Unfortunately it does not move items to Trash. It does not do anything.

Script:
– Move duplicates from selection to trash
– Created by Christian Grunenberg on Fri Feb 20 2009.
– Copyright © 2009-2014. All rights reserved.

tell application id “DNtp”
try
set this_selection to the selection
if this_selection is {} then error “Please select some contents.”
repeat with this_record in this_selection
if number of duplicates of this_record > 0 then
set this_database to database of this_record
move record this_record to trash group of this_database
end if
end repeat
on error error_message number error_number
if the error_number is not -128 then display alert “DEVONthink” message error_message as warning
end try
end tell

Could you please screenshots before/after executing the script? Thanks.

Hello. Thank you.

  1. Identify duplicates
  2. Select all duplicates
  3. Move duplicates to Trash
  4. After executing script. Same as starting point.

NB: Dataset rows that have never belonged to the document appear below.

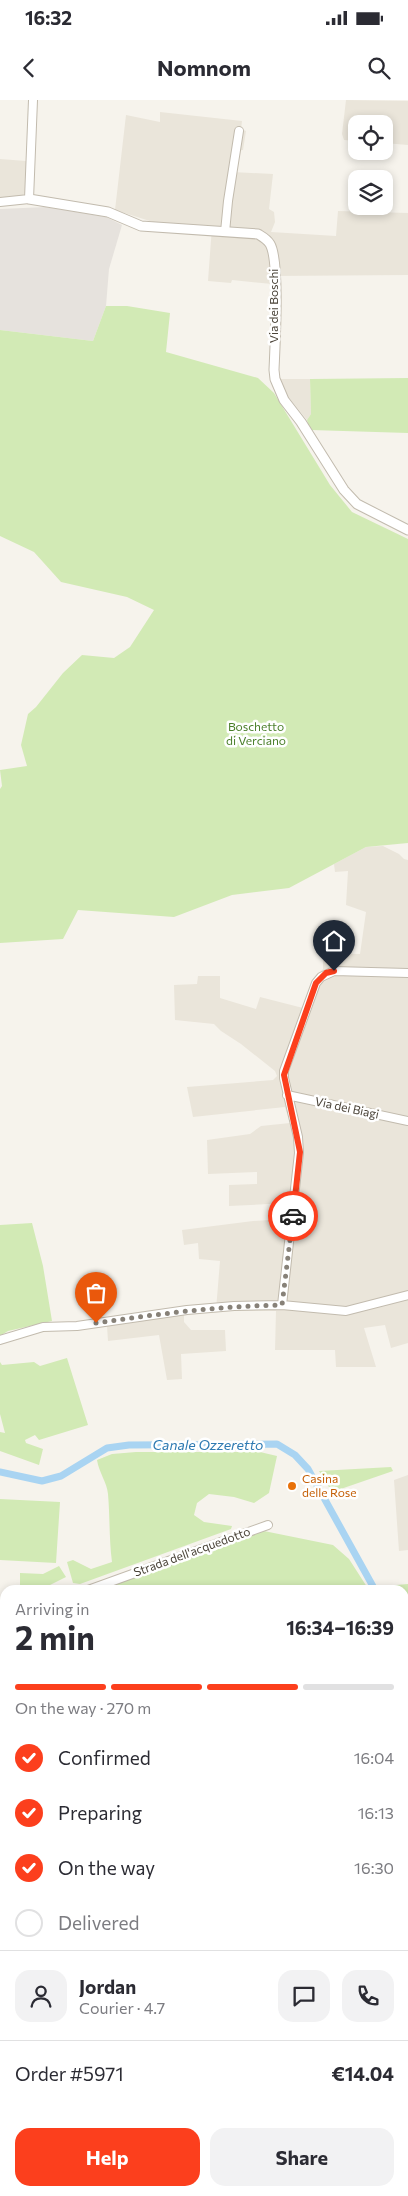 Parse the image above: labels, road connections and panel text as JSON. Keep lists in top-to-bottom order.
{
  "streets": {
    "street": ["Via dei Boschi", "Via dei Biagi", "Strada dell'acquedotto"]
  },
  "water": ["Canale Ozzeretto"],
  "parks": ["Boschetto di Verciano"],
  "places": ["Casina delle Rose"],
  "page": {
    "status": "16:32",
    "header": "Nomnom",
    "heading": ["2 min", "Arriving in", "16:34–16:39"],
    "panel": [
      "Jordan",
      "Courier · 4.7",
      "Order #5971",
      "€14.04"
    ],
    "bar": "On the way · 270 m",
    "list": [
      ["Confirmed", "16:04"],
      ["Preparing", "16:13"],
      ["On the way", "16:30"],
      "Delivered"
    ],
    "buttons": ["Help", "Share"]
  }
}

Anything logged to Windows > Log? Is the database read-only?

Log: Nothing gets logged
Database Read Only: I don’t know where it would be changed to Read Only. Not shown in Database Properties.

Question: Can the Script Editor app be the cause of the script not activating? I was doing some tutorials and could have done something to it.

This shouldn’t be an issue if you didn’t modif this script.

The script is as I posted it. Which was your original script.

The conditions of the smart group are wrong. Most, maybe even all of the returned emails are not duplicates. This should be changed to “All”:

Bildschirmfoto 2020-11-30 um 15.28.14

Is there a crossed-pencil icon to the right of the database’s name in the Navigate sidebar?

Found that the problem was that there were messages that were identical in title and size but when I compared them they had a time stamp that was a few days, hours or even seconds in difference between each.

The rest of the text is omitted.